## Your objective
Find the lines of data that contain the string "nowrap", then list them.

### Materials provided

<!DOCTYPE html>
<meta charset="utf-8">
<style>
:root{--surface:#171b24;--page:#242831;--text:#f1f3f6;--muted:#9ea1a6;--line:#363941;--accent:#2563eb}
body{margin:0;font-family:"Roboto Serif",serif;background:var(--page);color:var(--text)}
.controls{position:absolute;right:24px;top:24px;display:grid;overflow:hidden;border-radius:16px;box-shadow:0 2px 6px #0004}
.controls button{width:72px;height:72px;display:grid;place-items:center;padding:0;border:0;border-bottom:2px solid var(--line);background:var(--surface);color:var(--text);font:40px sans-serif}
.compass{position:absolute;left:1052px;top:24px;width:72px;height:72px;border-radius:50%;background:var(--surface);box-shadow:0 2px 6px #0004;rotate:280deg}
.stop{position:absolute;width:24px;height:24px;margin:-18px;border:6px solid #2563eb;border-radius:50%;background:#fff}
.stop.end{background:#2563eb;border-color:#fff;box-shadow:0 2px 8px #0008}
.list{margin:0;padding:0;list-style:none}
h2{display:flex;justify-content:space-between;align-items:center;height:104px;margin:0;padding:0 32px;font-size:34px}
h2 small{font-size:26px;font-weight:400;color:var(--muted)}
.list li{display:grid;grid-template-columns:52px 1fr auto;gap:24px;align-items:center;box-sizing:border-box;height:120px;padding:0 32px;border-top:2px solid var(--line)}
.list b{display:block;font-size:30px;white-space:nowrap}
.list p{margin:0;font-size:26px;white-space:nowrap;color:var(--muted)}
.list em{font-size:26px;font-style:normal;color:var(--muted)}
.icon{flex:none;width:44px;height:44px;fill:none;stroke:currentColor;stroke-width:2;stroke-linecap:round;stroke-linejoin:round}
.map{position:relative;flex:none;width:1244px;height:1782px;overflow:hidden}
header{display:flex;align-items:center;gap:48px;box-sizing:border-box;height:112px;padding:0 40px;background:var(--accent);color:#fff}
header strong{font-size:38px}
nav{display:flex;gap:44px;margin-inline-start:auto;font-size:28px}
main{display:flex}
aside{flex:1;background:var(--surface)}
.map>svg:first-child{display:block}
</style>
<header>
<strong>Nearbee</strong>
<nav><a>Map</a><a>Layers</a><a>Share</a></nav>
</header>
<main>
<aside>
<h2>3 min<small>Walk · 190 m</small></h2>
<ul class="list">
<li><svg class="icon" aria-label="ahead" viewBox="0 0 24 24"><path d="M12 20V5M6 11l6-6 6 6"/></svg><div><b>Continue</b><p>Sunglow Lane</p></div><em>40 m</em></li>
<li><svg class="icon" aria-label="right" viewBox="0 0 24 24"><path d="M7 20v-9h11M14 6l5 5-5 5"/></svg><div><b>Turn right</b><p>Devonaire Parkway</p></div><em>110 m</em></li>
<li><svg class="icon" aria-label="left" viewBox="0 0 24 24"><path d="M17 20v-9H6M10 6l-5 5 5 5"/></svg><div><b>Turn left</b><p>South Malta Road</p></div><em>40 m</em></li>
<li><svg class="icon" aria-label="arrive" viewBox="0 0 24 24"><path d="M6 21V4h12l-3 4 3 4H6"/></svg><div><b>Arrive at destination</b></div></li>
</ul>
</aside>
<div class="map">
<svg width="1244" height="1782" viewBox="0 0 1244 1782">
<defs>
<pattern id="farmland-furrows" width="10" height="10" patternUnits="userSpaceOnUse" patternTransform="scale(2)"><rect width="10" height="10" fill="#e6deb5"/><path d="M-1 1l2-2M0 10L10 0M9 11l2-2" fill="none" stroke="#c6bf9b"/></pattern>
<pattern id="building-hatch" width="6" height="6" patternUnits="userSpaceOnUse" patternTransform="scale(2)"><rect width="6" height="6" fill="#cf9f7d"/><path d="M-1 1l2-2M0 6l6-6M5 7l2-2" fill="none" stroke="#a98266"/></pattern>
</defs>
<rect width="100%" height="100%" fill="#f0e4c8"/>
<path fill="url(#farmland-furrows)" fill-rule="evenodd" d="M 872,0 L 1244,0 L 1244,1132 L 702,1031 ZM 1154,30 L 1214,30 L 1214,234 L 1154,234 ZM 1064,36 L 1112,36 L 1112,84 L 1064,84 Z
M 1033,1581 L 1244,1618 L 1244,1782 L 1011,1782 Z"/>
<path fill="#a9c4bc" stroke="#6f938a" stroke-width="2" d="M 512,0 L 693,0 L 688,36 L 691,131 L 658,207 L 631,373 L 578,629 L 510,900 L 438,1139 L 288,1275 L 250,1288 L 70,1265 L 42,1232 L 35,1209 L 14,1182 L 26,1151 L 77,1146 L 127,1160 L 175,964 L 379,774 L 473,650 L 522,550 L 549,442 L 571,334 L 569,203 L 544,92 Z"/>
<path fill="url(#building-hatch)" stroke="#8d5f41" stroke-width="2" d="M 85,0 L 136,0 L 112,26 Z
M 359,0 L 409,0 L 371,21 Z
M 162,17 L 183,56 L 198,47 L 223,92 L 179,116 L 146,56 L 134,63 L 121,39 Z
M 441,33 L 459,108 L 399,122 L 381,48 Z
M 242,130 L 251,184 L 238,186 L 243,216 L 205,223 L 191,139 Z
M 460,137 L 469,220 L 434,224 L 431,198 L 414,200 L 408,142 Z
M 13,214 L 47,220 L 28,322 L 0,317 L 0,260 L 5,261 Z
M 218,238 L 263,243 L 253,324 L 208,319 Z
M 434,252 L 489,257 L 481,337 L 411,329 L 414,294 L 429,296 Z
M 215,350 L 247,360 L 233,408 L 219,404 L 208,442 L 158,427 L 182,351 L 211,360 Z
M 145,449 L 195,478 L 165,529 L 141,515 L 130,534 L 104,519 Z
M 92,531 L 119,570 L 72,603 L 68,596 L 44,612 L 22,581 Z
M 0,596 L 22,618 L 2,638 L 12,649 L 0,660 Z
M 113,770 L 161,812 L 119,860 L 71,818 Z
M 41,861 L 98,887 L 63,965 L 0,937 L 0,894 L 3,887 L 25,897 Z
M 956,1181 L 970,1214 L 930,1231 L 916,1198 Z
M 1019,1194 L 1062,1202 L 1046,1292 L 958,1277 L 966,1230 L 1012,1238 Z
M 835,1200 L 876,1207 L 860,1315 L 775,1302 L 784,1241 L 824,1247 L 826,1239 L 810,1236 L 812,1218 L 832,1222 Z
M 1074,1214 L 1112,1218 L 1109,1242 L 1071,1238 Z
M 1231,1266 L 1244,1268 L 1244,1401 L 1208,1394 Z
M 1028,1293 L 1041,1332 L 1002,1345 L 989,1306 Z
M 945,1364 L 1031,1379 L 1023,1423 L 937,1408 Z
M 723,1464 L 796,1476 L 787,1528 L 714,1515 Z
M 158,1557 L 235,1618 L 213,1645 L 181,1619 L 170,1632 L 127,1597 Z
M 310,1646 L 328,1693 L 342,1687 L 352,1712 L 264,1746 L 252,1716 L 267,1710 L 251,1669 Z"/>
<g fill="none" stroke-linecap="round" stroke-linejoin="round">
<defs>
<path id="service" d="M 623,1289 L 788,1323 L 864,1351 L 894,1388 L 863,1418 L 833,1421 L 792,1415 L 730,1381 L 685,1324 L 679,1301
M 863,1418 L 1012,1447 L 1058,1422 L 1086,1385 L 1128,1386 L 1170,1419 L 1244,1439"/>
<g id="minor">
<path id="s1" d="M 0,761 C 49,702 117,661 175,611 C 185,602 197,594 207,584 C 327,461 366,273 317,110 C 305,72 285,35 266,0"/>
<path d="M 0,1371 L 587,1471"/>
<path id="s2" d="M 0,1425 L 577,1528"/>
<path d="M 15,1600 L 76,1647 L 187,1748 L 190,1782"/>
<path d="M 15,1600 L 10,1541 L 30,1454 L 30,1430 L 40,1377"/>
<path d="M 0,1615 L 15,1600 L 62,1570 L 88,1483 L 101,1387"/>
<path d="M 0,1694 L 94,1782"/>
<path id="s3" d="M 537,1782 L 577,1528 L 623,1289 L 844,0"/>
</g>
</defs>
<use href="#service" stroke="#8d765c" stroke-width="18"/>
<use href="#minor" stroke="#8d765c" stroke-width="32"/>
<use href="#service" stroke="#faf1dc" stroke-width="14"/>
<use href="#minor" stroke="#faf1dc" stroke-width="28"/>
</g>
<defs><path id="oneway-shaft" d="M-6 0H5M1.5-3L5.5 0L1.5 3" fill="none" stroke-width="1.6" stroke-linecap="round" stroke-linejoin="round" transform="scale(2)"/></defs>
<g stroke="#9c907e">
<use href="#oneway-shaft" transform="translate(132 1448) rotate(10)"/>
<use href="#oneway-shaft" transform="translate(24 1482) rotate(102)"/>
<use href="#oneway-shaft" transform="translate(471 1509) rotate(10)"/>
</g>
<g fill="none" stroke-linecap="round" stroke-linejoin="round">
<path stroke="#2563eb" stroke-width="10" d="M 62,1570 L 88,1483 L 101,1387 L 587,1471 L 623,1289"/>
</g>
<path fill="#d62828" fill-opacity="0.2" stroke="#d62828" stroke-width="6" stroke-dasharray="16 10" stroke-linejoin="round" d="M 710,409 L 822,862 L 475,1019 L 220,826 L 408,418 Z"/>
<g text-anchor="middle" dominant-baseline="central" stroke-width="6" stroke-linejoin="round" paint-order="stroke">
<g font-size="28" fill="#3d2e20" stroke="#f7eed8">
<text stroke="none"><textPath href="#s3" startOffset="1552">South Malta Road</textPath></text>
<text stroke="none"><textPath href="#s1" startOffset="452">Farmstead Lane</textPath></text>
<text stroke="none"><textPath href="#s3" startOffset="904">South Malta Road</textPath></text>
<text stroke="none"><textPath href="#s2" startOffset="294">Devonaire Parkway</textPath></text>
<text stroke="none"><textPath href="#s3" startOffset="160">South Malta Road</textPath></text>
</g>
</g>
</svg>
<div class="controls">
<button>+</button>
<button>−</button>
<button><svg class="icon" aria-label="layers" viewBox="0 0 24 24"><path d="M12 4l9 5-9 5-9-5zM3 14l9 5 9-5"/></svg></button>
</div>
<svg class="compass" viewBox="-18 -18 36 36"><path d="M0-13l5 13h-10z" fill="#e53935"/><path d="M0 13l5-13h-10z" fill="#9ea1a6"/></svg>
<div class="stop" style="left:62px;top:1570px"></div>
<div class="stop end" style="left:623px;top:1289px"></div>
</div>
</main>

######

## Output of the task
.list b{display:block;font-size:30px;white-space:nowrap}
.list p{margin:0;font-size:26px;white-space:nowrap;color:var(--muted)}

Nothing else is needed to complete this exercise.